In contrast to previous research comparing consumers’ reactions to partitioned and nonpartitioned pricing, this article examines how partitioning the total price differently across the components affects consumer preferences. The authors propose that when prices are partitioned, consumers tend to evaluate the perceived benefit of each component. If they are less price sensitive toward components that offer greater consumption benefit, consumers may prefer partitions of the same total price in which they pay less for low perceived benefit components and more for high perceived benefit components.

In four studies using different partitioned components, the authors show that consumers systematically prefer partitions that allocate a larger proportion of the total price to high-benefit components.

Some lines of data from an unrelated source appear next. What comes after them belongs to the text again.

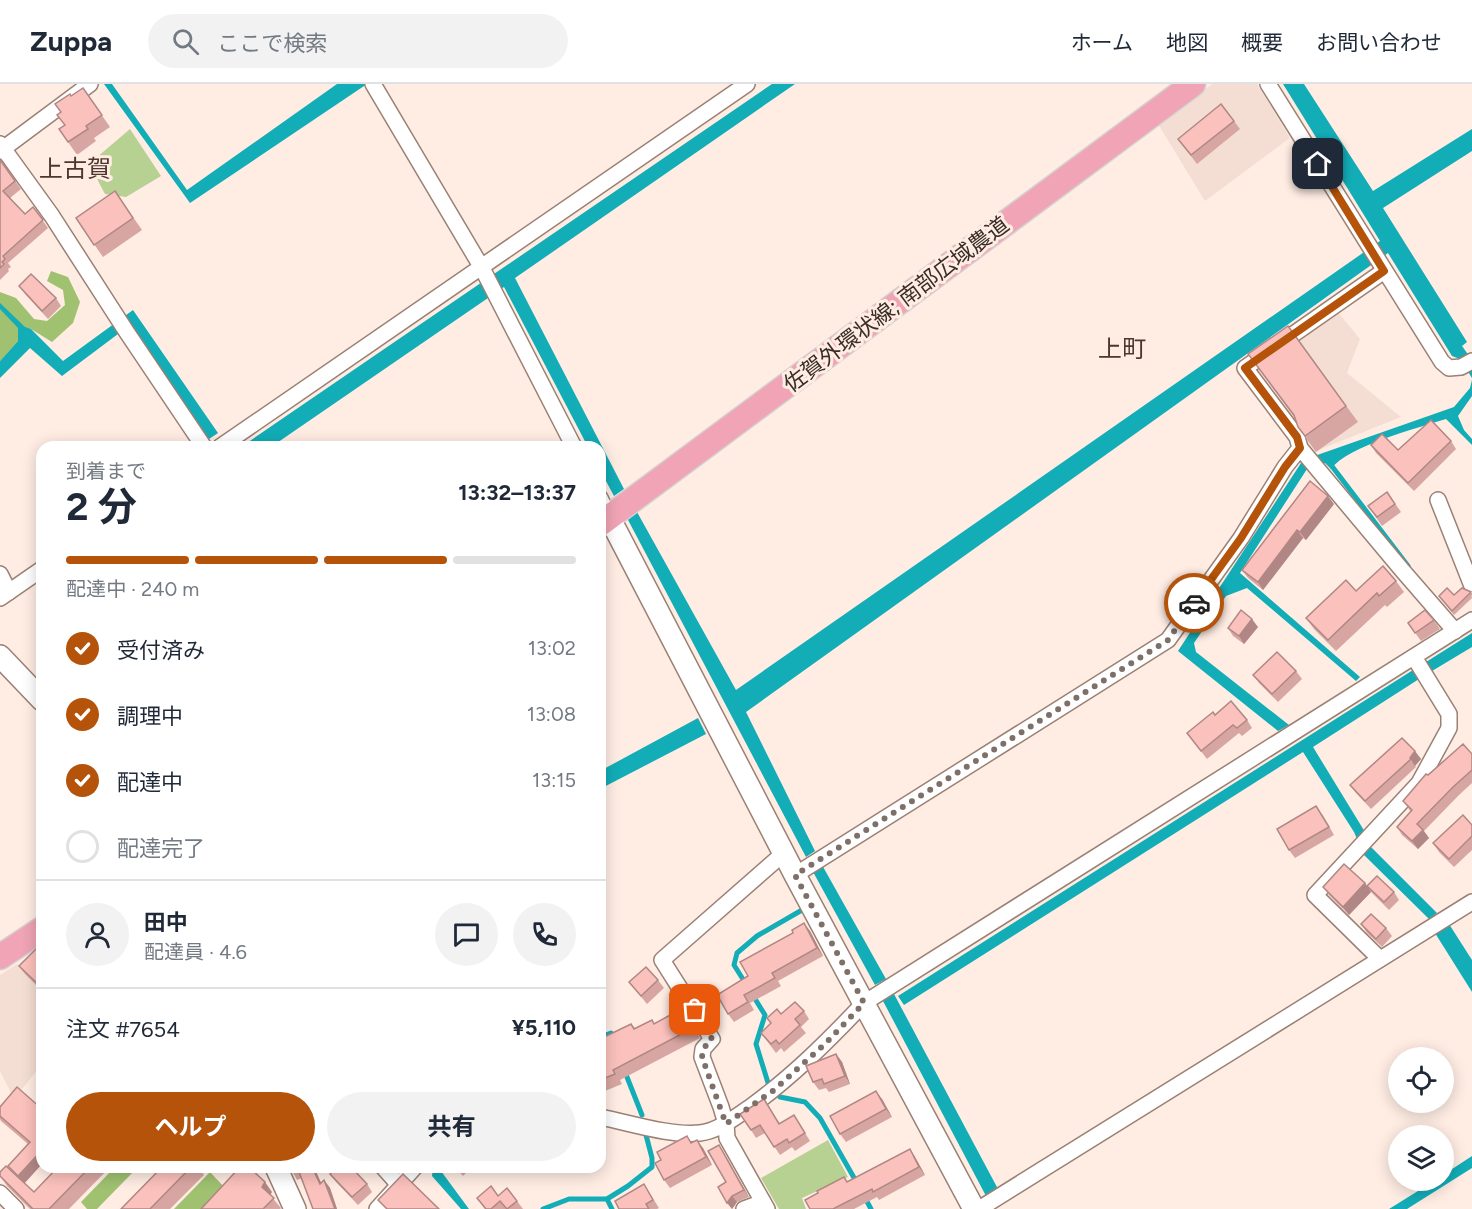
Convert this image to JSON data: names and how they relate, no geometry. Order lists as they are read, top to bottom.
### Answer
{
  "streets": {
    "main road": ["佐賀外環状線; 南部広域農道"]
  },
  "districts": ["上古賀", "上町"],
  "page": {
    "header": "Zuppa",
    "search": "ここで検索",
    "nav": [
      "ホーム",
      "地図",
      "概要",
      "お問い合わせ"
    ],
    "heading": ["2 分", "到着まで", "13:32–13:37"],
    "panel": [
      "田中",
      "配達員 · 4.6",
      "注文 #7654",
      "¥5,110"
    ],
    "bar": "配達中 · 240 m",
    "list": [
      ["受付済み", "13:02"],
      ["調理中", "13:08"],
      ["配達中", "13:15"],
      "配達完了"
    ],
    "buttons": ["ヘルプ", "共有"]
  }
}
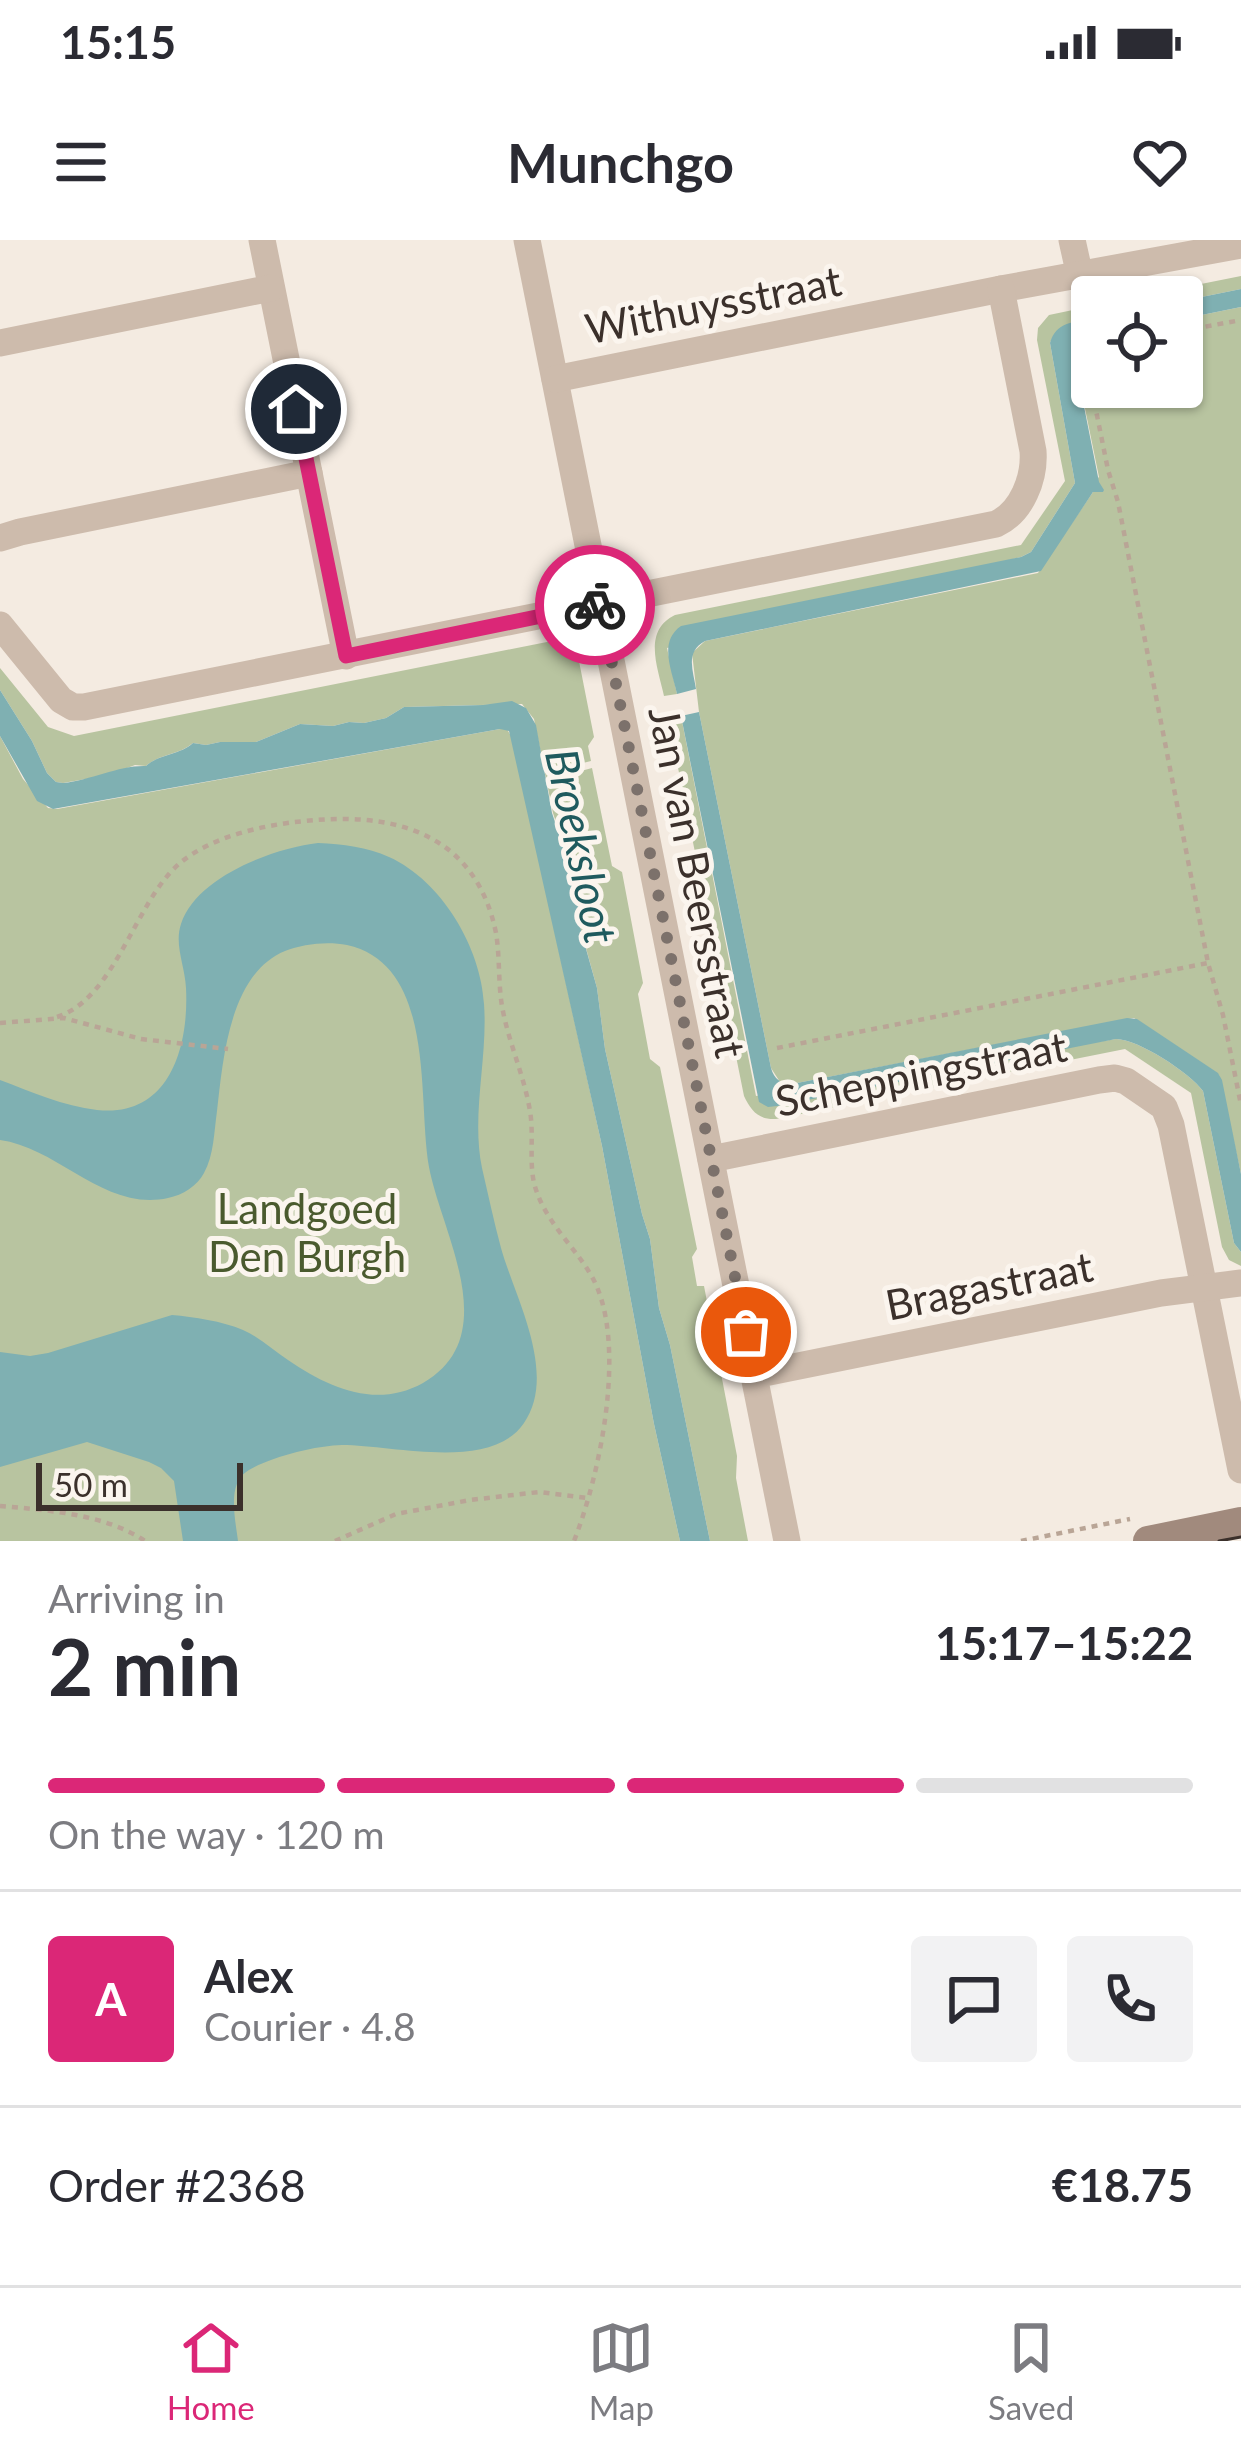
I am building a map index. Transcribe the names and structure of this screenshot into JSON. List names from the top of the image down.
{
  "streets": {
    "street": [
      "Withuysstraat",
      "Jan van Beersstraat",
      "Scheppingstraat",
      "Bragastraat"
    ]
  },
  "crossings": [
    ["Withuysstraat", "Jan van Beersstraat"],
    ["Jan van Beersstraat", "Scheppingstraat"],
    ["Jan van Beersstraat", "Bragastraat"],
    ["Scheppingstraat", "Bragastraat"]
  ],
  "water": ["Broeksloot"],
  "parks": ["Landgoed Den Burgh"],
  "scale_bar": "50 m",
  "page": {
    "status": "15:15",
    "header": "Munchgo",
    "scale": "50 m",
    "heading": ["2 min", "Arriving in", "15:17–15:22"],
    "panel": [
      "Alex",
      "Courier · 4.8",
      "Order #2368",
      "€18.75"
    ],
    "bar": "On the way · 120 m",
    "round": "A",
    "tabs": ["Home", "Map", "Saved"]
  }
}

Empirically validating the proposed inverse relationship between perceived benefit and price sensitivity, Study 1 shows that consumers are more sensitive to changes in prices of low-benefit components than to changes in the prices of high-benefit components. Study 2 demonstrates that if the total price is held constant, consumers prefer partitions in which they pay less for a low-perceived-benefit component (e.g., shipping, labor) and more for a high-perceived-benefit component (e.g., an auto part). Notably, Study 2 also underscores the importance of the nature of the components and consumers’ beliefs about marketplace norms; specifically, consumers react more favorably to free shipping of an auto part than to free labor to install the auto part.

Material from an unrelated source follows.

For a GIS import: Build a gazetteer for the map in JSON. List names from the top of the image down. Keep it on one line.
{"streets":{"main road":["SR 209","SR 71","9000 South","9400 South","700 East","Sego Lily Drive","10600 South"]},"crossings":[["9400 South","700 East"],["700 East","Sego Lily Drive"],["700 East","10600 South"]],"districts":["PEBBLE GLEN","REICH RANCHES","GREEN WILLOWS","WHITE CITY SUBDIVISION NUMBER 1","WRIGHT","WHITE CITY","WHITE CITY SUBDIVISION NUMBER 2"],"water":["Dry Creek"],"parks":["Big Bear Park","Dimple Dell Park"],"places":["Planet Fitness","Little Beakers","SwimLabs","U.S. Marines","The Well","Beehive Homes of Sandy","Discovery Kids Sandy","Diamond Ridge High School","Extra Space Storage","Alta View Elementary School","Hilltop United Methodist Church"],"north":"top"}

To rule out differences among components unrelated to differences in perceived benefits, Studies 3 and 4 manipulate the perceived benefit of the components while holding the two partitioned components constant. Study 3 demonstrates that consumers are willing to pay more for labor when they care about craftsmanship and more for a surge protector when they are concerned about power problems. Study 4 manipulates consumption goals and shows that preferences for partitions vary as a function of perceived benefit of the components. Study 4 also rules out alternative explanations based on price–quality inferences, perceived price fairness, and reference dependence.

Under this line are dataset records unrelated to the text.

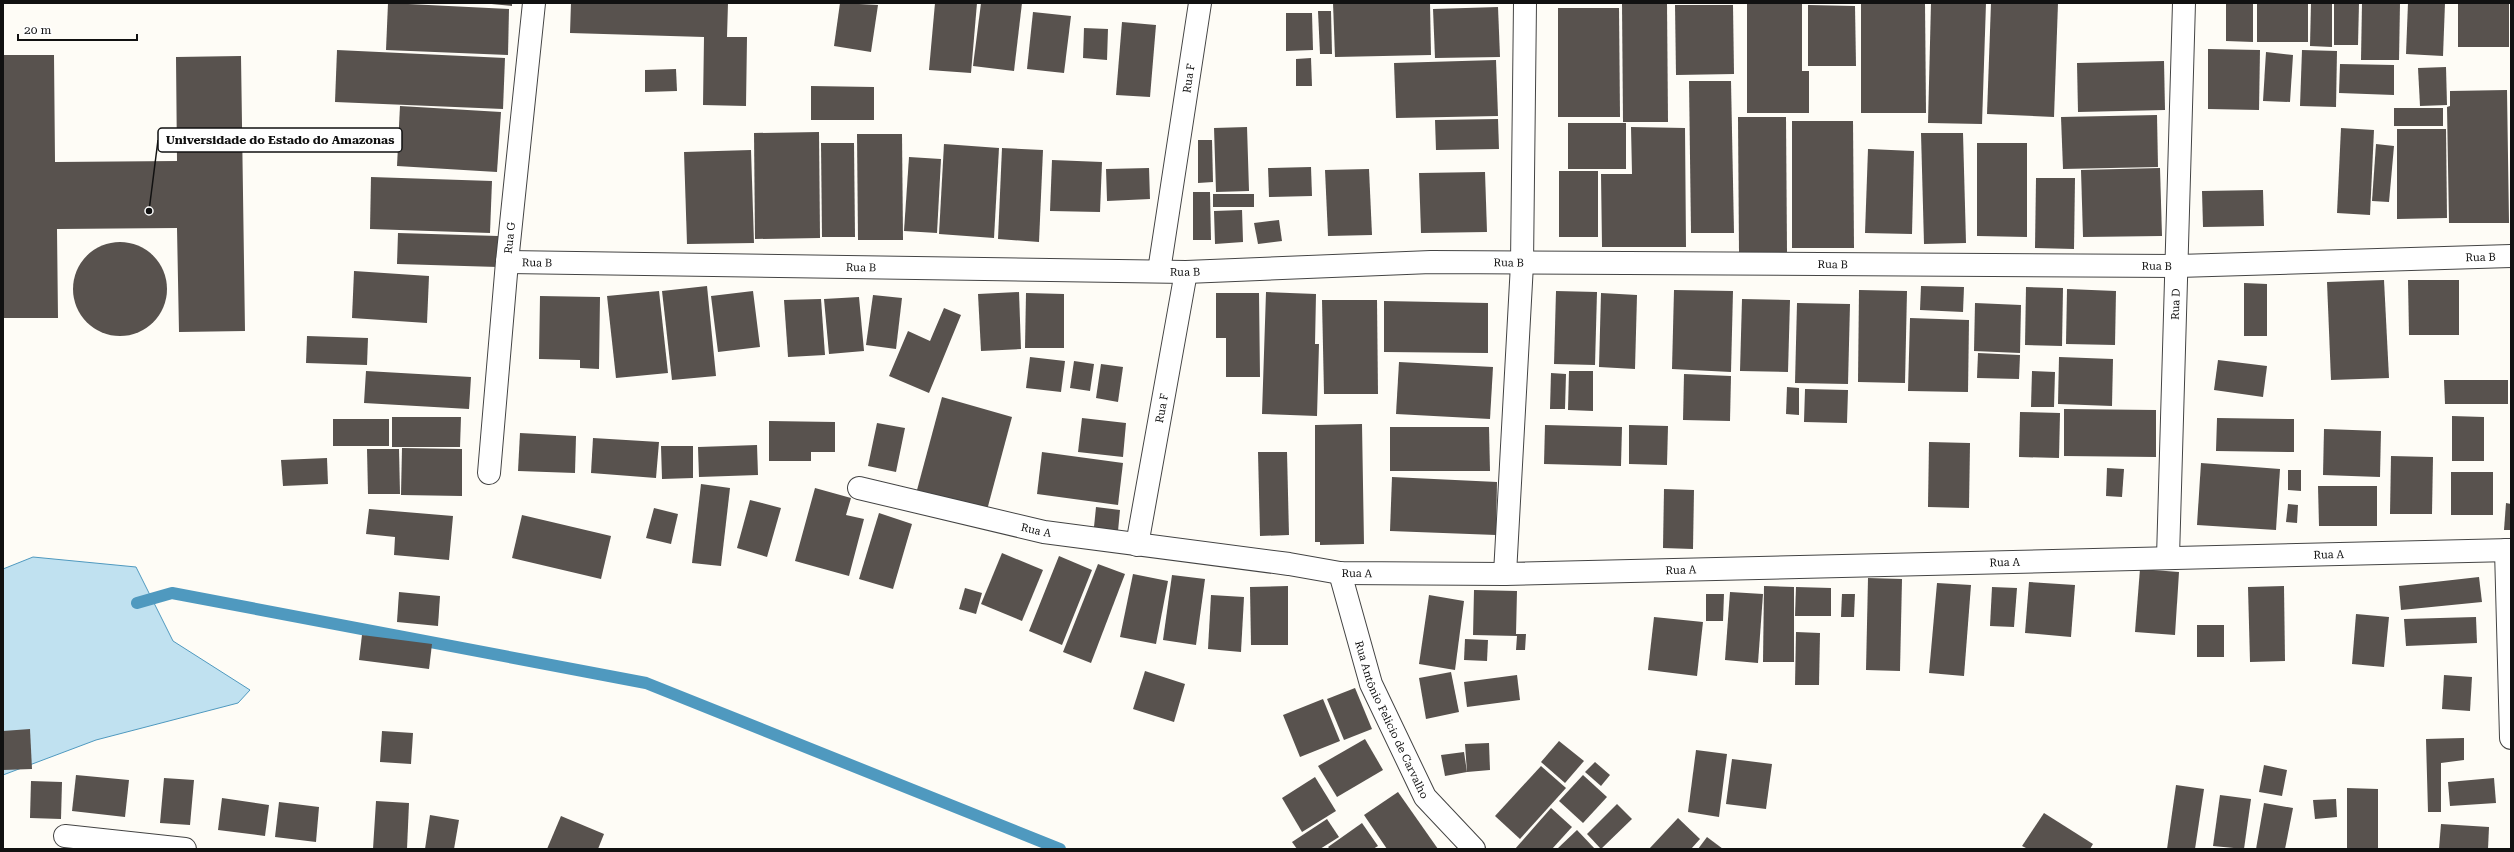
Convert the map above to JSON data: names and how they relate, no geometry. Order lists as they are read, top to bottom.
{
  "streets": {
    "street": [
      "Rua F",
      "Rua G",
      "Rua B",
      "Rua D",
      "Rua A",
      "Rua Antônio Felicio de Carvalho"
    ]
  },
  "crossings": [
    ["Rua F", "Rua B"],
    ["Rua F", "Rua A"],
    ["Rua G", "Rua B"],
    ["Rua B", "Rua D"],
    ["Rua D", "Rua A"],
    ["Rua A", "Rua Antônio Felicio de Carvalho"]
  ],
  "places": ["Universidade do Estado do Amazonas"],
  "scale_bar": "20 m"
}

The results suggest that though low-perceived-benefit components should be priced relatively low or integrated with other price components, high-perceived-benefit components should be partitioned from the total price to increase the attractiveness of the offer. Moreover, when using partitioned pricing, firms may be able to increase the attractiveness of their pricing by enhancing the perceived benefits of the individual components, as in Study 3, or by emphasizing a particular goal, as in Study 4.

Biography
Rebecca W. Hamilton is an Associate Professor of Marketing in the Robert H. Smith School of Business at the University of Maryland. She has been on the faculty at Maryland since 2000, when she received her PhD from Massachusetts Institute of Technology’s Sloan School of Management. Professor Hamilton’s research focuses on consumer decision making and the effects of consumers’ information-processing strategies on their attitudes and choices. Her research has been published in journals such as Journal of Consumer Research, Journal of Marketing Research, and Harvard Business Review. Her dissertation received an honorable mention in the Association for Consumer Research’s Ferber Award competition, and she was recognized as an MSI Young Scholar in 2007. She currently serves on the editorial review board of Journal of Consumer Research. Professor Hamilton teaches consumer behavior and brand management to undergraduate, MBA, and doctoral students.

Joydeep Srivastava is Associate Professor of Marketing in the Robert H. Smith School of Business at the University of Maryland. He has a PhD in Marketing from the University of Arizona. Before the University of Maryland, he was on the faculty in the Haas School of Business at the University of California, Berkeley. His research interests include managerial and consumer decision making, bargaining and auctions, marketing distribution channels, pricing, and behavioral (experimental) economics. His research has been published in leading academic journals, such as the Journal of Consumer Research, Journal of Marketing Research, Organizational Behavior and Human Decision Processes, Marketing Science, Journal of Consumer Psychology, Journal of Retailing, and Marketing Letters. He is one of a handful of young marketing academics to be recognized as scholars most likely to be the future leaders in marketing by the Marketing Science Institute in 2001.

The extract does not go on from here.